Anarchism – a movement that rejects any form of hierarchical societal control and proposes a return to small, communal societies – was a growing political and social movement in the latter half of the 19th century and into the 20th as people around the world grew frustrated with the ruling classes. Goldman was attracted to the movement, and her unique take on anarcho-feminism (which rejected patriarchal control of society) struck a chord with many men and women at the time. She was imprisoned several times for her “inciting of riots” and distribution of illegal information about birth control. In 1919, Goldman was sent back to Russia by the American General Intelligence Division (predecessor to the FBI) as an apparent threat to civil society. Despite Goldman’s protests – she had, after all, exercised her rights to free speech – she was not a full citizen, and as such was considered more “subversive”.

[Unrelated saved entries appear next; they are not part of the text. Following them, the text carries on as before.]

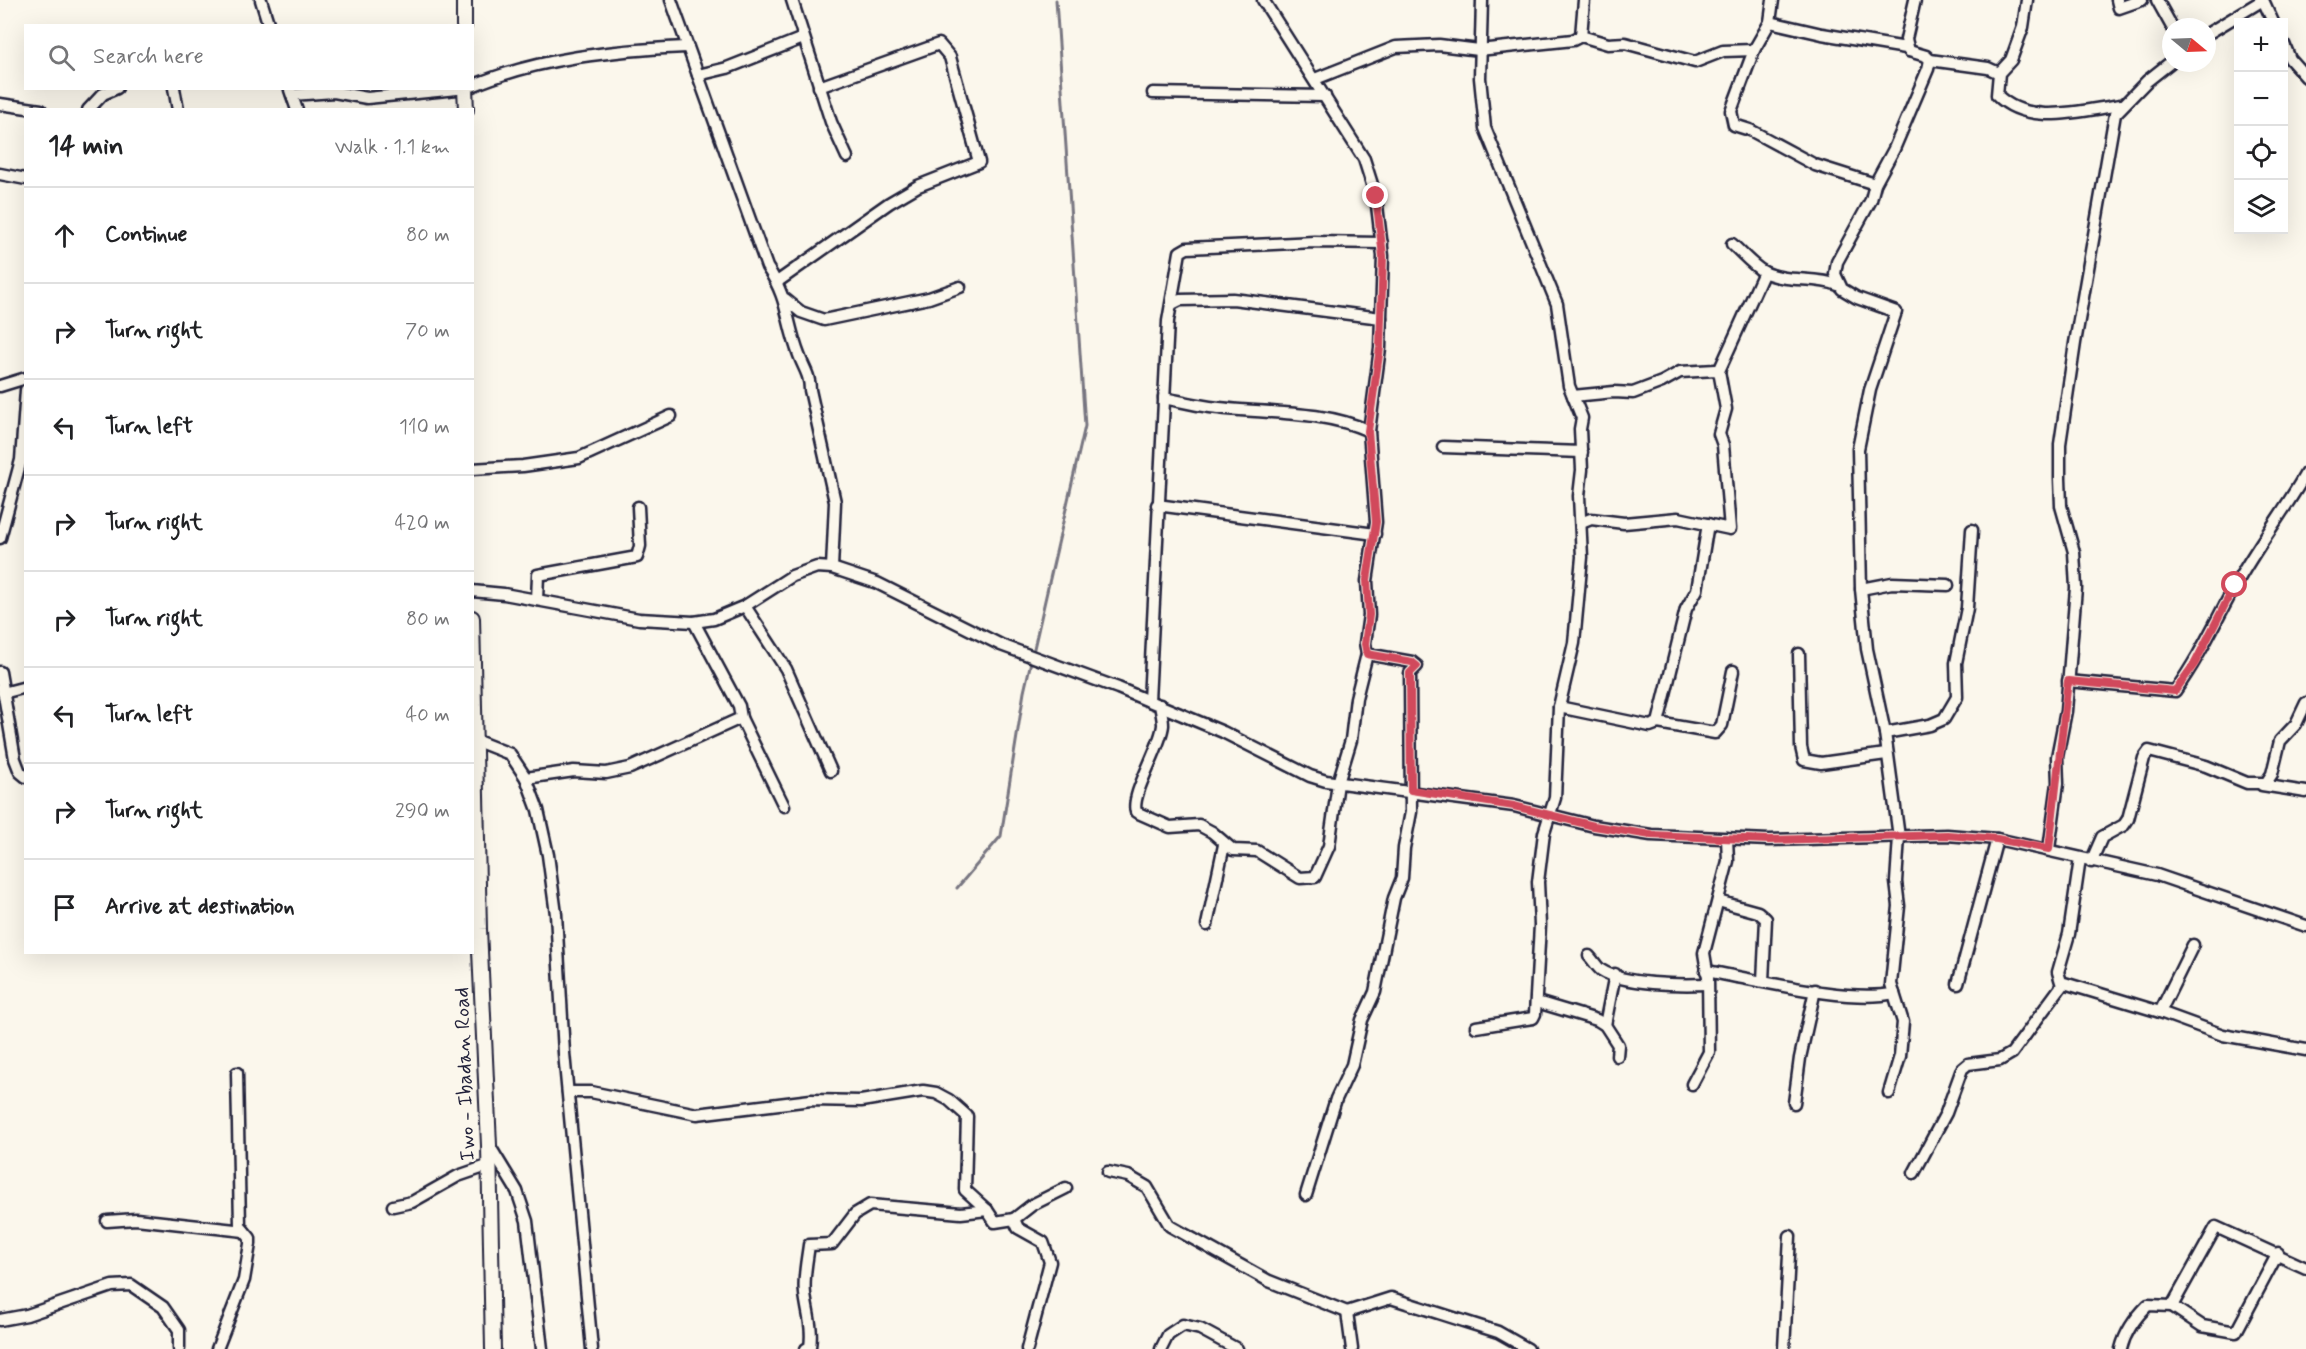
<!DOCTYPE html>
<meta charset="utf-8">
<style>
body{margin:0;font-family:Mynerve,sans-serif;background:#f6f6f6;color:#202124}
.controls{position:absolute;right:18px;top:18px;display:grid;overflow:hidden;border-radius:0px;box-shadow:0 6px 24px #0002}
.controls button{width:54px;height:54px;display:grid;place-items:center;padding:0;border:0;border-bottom:2px solid #e0e0e0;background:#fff;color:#202124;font:30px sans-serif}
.compass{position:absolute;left:2162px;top:18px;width:54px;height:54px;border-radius:50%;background:#fff;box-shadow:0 6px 24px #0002;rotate:109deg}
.stop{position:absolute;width:18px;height:18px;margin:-14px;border:4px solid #d1495b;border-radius:50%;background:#fff}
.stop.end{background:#d1495b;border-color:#fff;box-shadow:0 2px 6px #0008}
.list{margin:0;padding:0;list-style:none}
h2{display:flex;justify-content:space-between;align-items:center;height:78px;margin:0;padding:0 24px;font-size:26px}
h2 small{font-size:20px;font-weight:400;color:#757577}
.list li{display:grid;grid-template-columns:39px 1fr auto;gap:18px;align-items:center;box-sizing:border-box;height:96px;padding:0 24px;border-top:2px solid #e0e0e0}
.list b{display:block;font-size:22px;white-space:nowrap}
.list em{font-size:20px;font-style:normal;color:#757577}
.icon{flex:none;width:33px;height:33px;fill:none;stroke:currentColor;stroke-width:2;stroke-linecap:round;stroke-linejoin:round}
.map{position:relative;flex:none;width:2306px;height:1349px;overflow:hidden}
.search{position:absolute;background:#fff;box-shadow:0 6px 24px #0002;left:24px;top:24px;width:450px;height:66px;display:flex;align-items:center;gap:15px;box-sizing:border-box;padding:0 21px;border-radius:0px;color:#757577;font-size:22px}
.panel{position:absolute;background:#fff;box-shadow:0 6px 24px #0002;left:24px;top:108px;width:450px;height:846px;border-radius:0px}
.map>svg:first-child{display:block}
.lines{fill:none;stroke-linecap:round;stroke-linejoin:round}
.stream{stroke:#787681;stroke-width:3}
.minor-casing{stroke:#22223b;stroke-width:15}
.major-casing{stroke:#22223b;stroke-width:18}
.minor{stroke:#fbf7ec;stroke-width:10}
.major{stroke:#fbf7ec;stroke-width:14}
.route{stroke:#d1495b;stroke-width:8}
.labels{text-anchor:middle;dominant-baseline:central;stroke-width:4.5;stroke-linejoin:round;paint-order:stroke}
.street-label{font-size:21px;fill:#22223b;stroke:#fbf7ec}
</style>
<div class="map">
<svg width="2306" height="1349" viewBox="0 0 2306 1349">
<rect width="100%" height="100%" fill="#fbf7ec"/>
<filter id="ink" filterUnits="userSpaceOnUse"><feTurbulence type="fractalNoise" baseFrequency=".0167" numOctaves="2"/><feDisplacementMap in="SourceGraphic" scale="12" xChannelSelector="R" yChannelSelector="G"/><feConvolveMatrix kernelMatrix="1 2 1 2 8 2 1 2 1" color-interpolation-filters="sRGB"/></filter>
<g filter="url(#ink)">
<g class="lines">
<!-- stream -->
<path class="stream" d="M 957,888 L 1001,836 L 1024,692 L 1085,426 L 1056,0"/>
<!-- minor casing -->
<g class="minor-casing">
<g id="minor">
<path d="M 261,0 L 269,26"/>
<path d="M 671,0 L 767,267 C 789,299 786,322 799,355 C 804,369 810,375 810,390 L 835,502 L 832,568"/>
<path d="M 792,0 L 831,122 L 847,157"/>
<path d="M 1773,0 L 1770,22 L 1754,50 L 1731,111 L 1734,125 L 1750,130 L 1815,165 L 1875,184"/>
<path d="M 2027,0 L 2023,27 L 2011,60 L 1999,73 L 1997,95 C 2028,127 2083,110 2121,105"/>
<path d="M 2117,0 L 2119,8 L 2142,0"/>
<path d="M 2157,0 L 2172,27"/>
<path d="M 2263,0 L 2273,22"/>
<path d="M 1770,22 L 1822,34 L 1906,48 L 1909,51 L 1906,39 L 1915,0"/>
<path d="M 2207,34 L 2263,0"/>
<path d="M 1581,36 L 1584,0"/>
<path d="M 2284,44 L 2290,59 L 2306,77"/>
<path d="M 1930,60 L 1988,68 L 1999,73"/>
<path d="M 698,75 L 727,68 L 803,38"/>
<path d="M 1315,79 L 1396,47 L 1439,45 L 1479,50 L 1573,40 L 1581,36 L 1608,44 L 1625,43 L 1695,62 L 1723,51 L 1754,50"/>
<path d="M 472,86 C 538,58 615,50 686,47"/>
<path d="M 174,88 L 178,110"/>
<path d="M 290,90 L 297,110"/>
<path d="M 1153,93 L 1325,96"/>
<path d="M 292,95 L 334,92 L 367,98 L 467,88"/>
<path d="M 0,104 L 41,110"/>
<path d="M 88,110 L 103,94 L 117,88"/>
<path d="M 0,174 L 26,179"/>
<path d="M 1732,244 C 1741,252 1753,266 1764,272 C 1787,283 1815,276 1838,285"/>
<path d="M 777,282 L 889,203 L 918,186 L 979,162 L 950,57 L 939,44 L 819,87"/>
<path d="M 785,299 L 801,312 L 824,320 L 929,298 L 960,287"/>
<path d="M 1172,304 L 1180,300 L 1233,299 L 1381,318"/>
<path d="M 1719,371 L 1764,272"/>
<path d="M 0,386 L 26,378"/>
<path d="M 1573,396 L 1614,392 L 1633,393 L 1662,382 L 1680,372 L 1716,370 L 1719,371 L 1726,409 L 1719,434 L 1723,445 L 1730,529 L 1678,518 L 1624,523 L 1591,519 L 1581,523"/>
<path d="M 1164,398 C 1179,401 1195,405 1210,407 C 1261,414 1321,409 1369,431"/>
<path d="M 1443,447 L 1582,452"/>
<path d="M 472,469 L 523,466 L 579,458 L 671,416"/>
<path d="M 1157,505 L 1375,534"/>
<path d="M 0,538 L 21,460 L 26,390"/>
<path d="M 1861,589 L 1892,583 L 1948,585"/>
<path d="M 472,591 L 504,594 L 639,619 L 694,622 L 714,619 L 745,606 L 792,576 L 817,567 L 832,568 L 877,583 L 1001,645 L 1118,688 L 1223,732 L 1310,776 L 1326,781 L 1514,806 L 1594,826 L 1651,835 L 1769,840 L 1947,835 L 1997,839 L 2157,875 L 2306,926"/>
<path d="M 537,600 L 538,575 L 637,557 L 640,546 L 638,507"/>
<path d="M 745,606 L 786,669 L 831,771"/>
<path d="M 1799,654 L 1801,747 L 1804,760 L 1821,763 L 1886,754"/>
<path d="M 0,672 L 15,759 L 20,772 L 26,777"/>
<path d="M 2068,681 L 2175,691 C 2199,658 2215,622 2235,586 C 2256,547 2284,512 2306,473"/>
<path d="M 3,693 L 26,687"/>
<path d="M 1149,701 L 1168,321 L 1180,252 L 1187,248 L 1314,242 L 1382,243"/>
<path d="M 1160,705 C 1161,711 1163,719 1163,725 C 1161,748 1130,794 1136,812 L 1170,827 L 1199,825 L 1212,832 L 1233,850 L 1257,851 L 1300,878 L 1315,877 L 1329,846 L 1338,783 L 1351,740 L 1356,698 L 1367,654 L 1365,643 L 1369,615 L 1367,581 L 1376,522 L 1369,431 L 1380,348 L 1383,256 L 1376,197 L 1364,159 L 1263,0"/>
<path d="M 1559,707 L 1650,726 L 1658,723 L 1686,609 L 1697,590 L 1708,524"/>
<path d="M 741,718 L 784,806"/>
<path d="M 1658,723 L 1715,733 L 1722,725 L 1733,671"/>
<path d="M 1885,733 L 1930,725 L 1944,719 L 1957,697 L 1956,663 L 1967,608 L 1972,530"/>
<path d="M 477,741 L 510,754 L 526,778 L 538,810 L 548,855 L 556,914 L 564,1053 L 592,1349"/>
<path d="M 526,778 L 574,771 L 606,773 L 630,768 L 741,718 L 739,706 L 694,622"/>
<path d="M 2262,785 L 2306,792"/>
<path d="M 2049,849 L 2058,783 L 2057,757 L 2066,711 L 2076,588 L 2074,552 L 2061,506 L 2060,478 L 2060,444 L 2075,343 L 2115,114 L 2147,81 L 2171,62"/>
<path d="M 2080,859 L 2069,934 L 2058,972 L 2061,982 L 2160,1012 L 2223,1035 L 2306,1050"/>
<path d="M 2091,862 L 2102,837 L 2124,825 L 2128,819 L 2144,758 L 2149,751 L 2206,766 L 2247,783 L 2266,783 L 2272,774 L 2280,741 L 2296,724 L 2306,703"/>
<path d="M 1718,901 L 1758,912 L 1766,919 L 1763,981"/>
<path d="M 1207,925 L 1224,845"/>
<path d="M 1589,956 C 1593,960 1597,967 1601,970 C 1624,985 1680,985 1707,984"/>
<path d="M 1706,971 C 1753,979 1851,1004 1894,993"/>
<path d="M 1958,984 L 1997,839"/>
<path d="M 1537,1002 L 1597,1020 L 1605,1025 L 1618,1045 L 1617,1056"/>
<path d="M 2160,1012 L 2193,945"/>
<path d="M 1605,1025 L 1615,974"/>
<path d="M 1476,1027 L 1533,1018 L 1535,1014 L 1540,925 L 1538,882 L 1544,833 L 1555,798 L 1559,707 L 1574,643 L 1582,557 L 1579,496 L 1582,470 L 1580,429 L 1582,418 L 1569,386 L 1557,304 L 1485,128 L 1480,78 L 1482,0"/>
<path d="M 1692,1084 L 1709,1052 L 1708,977 L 1704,953 L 1728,861 L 1727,838"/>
<path d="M 568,1092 L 591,1092 L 697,1114 L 811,1100 L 861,1101 L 923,1091 L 936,1093 L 949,1100 L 967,1116 L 965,1190 L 987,1210 L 995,1222 L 1014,1219 L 1018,1228 L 1043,1242 L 1050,1262 L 1027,1349"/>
<path d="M 1889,1093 L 1900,1056 L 1903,1022 L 1891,984 L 1899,906 L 1896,882 L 1899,837 L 1885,733 L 1867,649 L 1861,589 L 1858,449 L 1870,390 L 1896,312 L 1857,298 L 1842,289 L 1835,274 L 1837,262 L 1871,200 L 1875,184 L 1894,149 L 1928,69 L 1930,60 L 1926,56 L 1909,51"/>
<path d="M 1794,1103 L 1800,1058 L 1815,990"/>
<path d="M 489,1145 L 517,1191 L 527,1221 L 542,1349"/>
<path d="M 1108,1172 L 1128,1176 L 1147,1187 L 1170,1226 L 1269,1281 L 1347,1312"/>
<path d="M 1914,1173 L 1946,1113 L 1962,1069 L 1968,1064 L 2000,1060 L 2012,1053 L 2063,984"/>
<path d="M 1306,1195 L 1336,1099 L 1352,1065 L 1362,1020 L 1375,992 L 1394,898 L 1402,878 L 1404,848 L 1411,812 L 1410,673 L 1417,666 L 1412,662 L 1367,654"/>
<path d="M 393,1206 L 412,1202 L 458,1176 L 490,1165"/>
<path d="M 1014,1219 L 1032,1205 L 1066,1188"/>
<path d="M 107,1221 L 136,1219 L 244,1231"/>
<path d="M 2172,1306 L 2202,1326 L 2236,1332 L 2278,1253"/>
<path d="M 0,1320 L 27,1315 L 112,1286 L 131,1285 L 163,1307 L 179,1330 L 179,1349"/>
<path d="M 217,1349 L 244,1280 L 250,1244 L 250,1238 L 240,1226 L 237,1073"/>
<path d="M 806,1349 L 810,1347 C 813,1327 807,1312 805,1294 C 803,1278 807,1261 809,1245 L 832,1244 L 855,1214 L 870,1205 L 961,1213 L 987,1210"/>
<path d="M 1161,1349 L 1168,1335 L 1183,1325 L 1200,1329 L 1237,1349"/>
<path d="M 1352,1349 L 1347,1312 L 1391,1298 L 1498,1332 L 1528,1349"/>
<path d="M 1784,1349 L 1790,1236"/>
<path d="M 2121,1349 C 2125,1332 2136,1317 2148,1305 L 2172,1306 L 2216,1227 L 2306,1268"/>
</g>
</g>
<!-- major casing -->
<g class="major-casing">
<g id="major">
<path d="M 464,0 L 464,26"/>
<path d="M 465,88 L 466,110"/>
<path d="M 472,618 L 479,929 L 489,1145 L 493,1349"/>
</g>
</g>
<!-- minor -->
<use href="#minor" class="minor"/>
<!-- major -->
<use href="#major" class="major"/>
</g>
</g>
<g class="lines" filter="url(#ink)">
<!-- route -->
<path class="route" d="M 1376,196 L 1383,256 L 1380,348 L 1368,431 L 1376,522 L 1367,580 L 1369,615 L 1365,644 L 1367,654 L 1412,662 L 1417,666 L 1410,673 L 1411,790 L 1514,806 L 1594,826 L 1651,835 L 1769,840 L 1947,835 L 1997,839 L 2049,849 L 2068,681 L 2175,691 L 2195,663 L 2235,585"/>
</g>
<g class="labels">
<!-- street labels -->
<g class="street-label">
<text transform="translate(465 1074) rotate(-92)">Iwo - Ibadan Road</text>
</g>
</g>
</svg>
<div class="controls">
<button>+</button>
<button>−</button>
<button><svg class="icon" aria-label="locate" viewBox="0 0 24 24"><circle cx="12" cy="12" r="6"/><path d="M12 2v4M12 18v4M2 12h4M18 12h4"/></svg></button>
<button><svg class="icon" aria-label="layers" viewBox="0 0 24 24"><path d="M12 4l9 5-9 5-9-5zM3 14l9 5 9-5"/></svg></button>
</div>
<svg class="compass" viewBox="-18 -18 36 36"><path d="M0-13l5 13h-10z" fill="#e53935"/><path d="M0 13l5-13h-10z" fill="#757577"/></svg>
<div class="stop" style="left:2235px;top:585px"></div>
<div class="stop end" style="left:1376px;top:196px"></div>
<div class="search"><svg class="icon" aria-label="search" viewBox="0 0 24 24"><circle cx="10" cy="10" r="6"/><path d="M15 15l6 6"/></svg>Search here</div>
<section class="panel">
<h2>14 min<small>Walk · 1.1 km</small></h2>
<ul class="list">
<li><svg class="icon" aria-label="ahead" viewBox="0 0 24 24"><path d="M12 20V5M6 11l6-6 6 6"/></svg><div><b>Continue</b></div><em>80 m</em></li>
<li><svg class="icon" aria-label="right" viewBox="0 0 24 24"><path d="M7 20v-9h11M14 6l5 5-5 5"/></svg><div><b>Turn right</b></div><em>70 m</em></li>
<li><svg class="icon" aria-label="left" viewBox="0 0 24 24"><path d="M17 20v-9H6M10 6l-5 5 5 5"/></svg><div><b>Turn left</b></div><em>110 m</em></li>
<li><svg class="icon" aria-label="right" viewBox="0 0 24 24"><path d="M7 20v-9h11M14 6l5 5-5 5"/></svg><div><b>Turn right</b></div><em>420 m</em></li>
<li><svg class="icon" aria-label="right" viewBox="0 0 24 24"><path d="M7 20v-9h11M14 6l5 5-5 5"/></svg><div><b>Turn right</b></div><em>80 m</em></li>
<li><svg class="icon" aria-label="left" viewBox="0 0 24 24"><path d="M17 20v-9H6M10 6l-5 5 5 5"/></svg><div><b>Turn left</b></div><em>40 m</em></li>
<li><svg class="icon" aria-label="right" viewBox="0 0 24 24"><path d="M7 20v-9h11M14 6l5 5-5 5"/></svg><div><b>Turn right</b></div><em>290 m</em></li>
<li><svg class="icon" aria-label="arrive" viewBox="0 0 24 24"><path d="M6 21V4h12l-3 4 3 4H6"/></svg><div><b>Arrive at destination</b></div></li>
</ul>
</section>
</div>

Unlike many other prominent women activists of the time such as Marguerite Durand, Goldman did not associate herself with First Wave Feminism and its focus on voting rights. It appears that Goldman’s brand of radical anarchism did not mesh with the more restrained efforts of suffragettes, who (generally) made every effort to affect change within existing legal frameworks. Goldman initially supported the October Revolution in Russia; but as she learned of the horrors perpetrated by the Stalinist regime in the ensuing years, she altered her viewpoint significantly. She died an outcast in Toronto in 1940 (many leftists had rejected her for her outspoken criticism of the USSR in the 1930s), but her controversial writing has seen a revival in popularity since the 1970s.